Document the condition
Be sure to document any cleaning and repairs that are carried out, whether they’re professional or DIY, as well as the final condition of the property. This covers you in case of disputes with the landlord regarding the state of the property after you moved out, and the return of your security deposit.
Schedule a move out inspection
Get in touch with your landlord about a week before you move out to arrange a final walk-through inspection. This gives the landlord a chance to see if they’re satisfied with the condition and allows them to calculate any security deposit deductions if necessary. It’s good to be there during the inspection, in order to discuss any potential issues and work out a solution that benefits everyone.
Sort out your utilities
Be sure that you’ve paid all of your outstanding utility bills, and set aside extra cash for your last bills. Record the final meter readings so that these bills can be calculated appropriately. You may also need to inform service providers that you’re moving and that they should cut the utilities after you’ve moved. Likewise, be sure to have them hooked up at your new place. As well as services, contact any insurance providers, and renew your policy with updated information that is relevant to where you’re moving to, i.e. add flood protection if you’re moving to an area that’s more prone to flooding.

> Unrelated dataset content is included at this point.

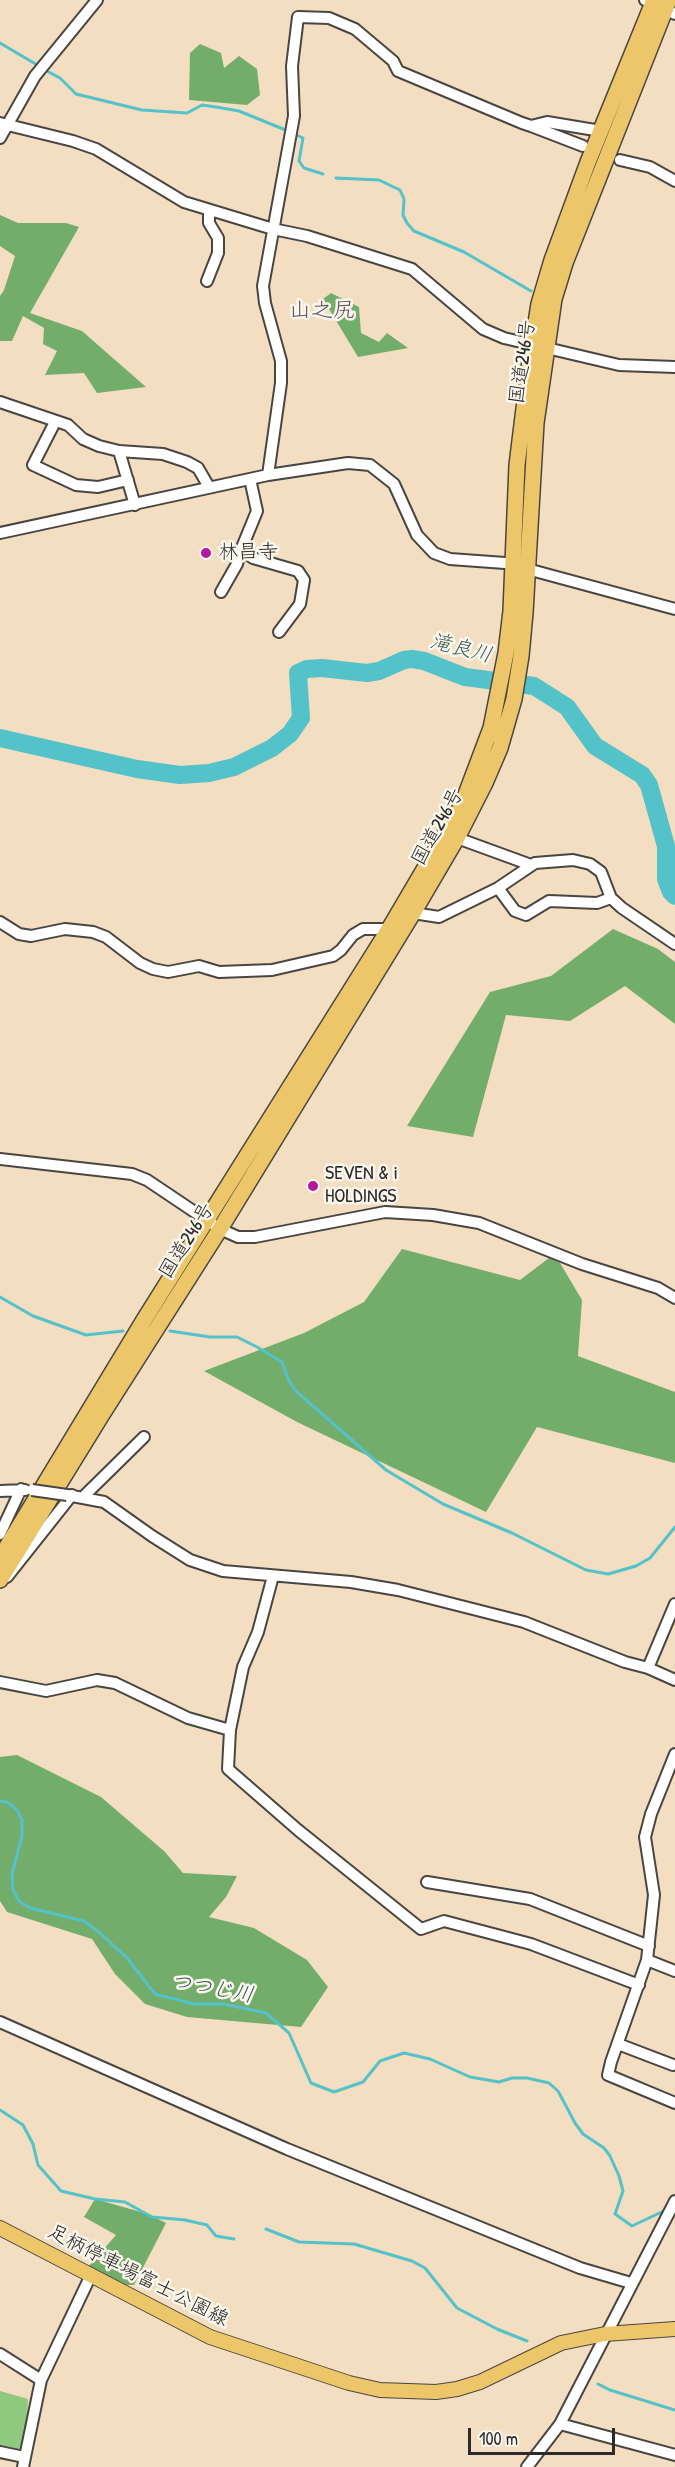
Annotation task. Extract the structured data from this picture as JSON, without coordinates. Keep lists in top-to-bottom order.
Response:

Change your postal address
It’s easy to forget this one in the madness of moving, but it’s best to arrange to have your mail forwarded before you move out. This is a simple matter of contacting USPS.com, who will then forward your mail to your new address for the next 12 months.
Start the packing process early to prevent a mad rush on moving day. It’s important not to leave anything behind, as you may be charged for the removal of abandoned items. Check everywhere, including the attic and crawl spaces, and be sure to leave anything that was already there. Normally, anything else must go, so if you don’t need it, arrange to donate, sell, or trash it before you move out.
Get your security deposit back
Don’t forget about your security deposit! Do all you can to avoid deductions, then send a written request to your former landlord. They will then have 2-3 weeks to return your deposit, or provide a statement of deductions, which may include anything for cleaning and repair fees, to unpaid bills and missing items.
Unless you have a super-powerful memory, being organized is essential when moving out. Keep a spreadsheet and checklist of everything you need to do and when. In this way, you can stay on top of things regardless of the many tasks you’ll need to complete!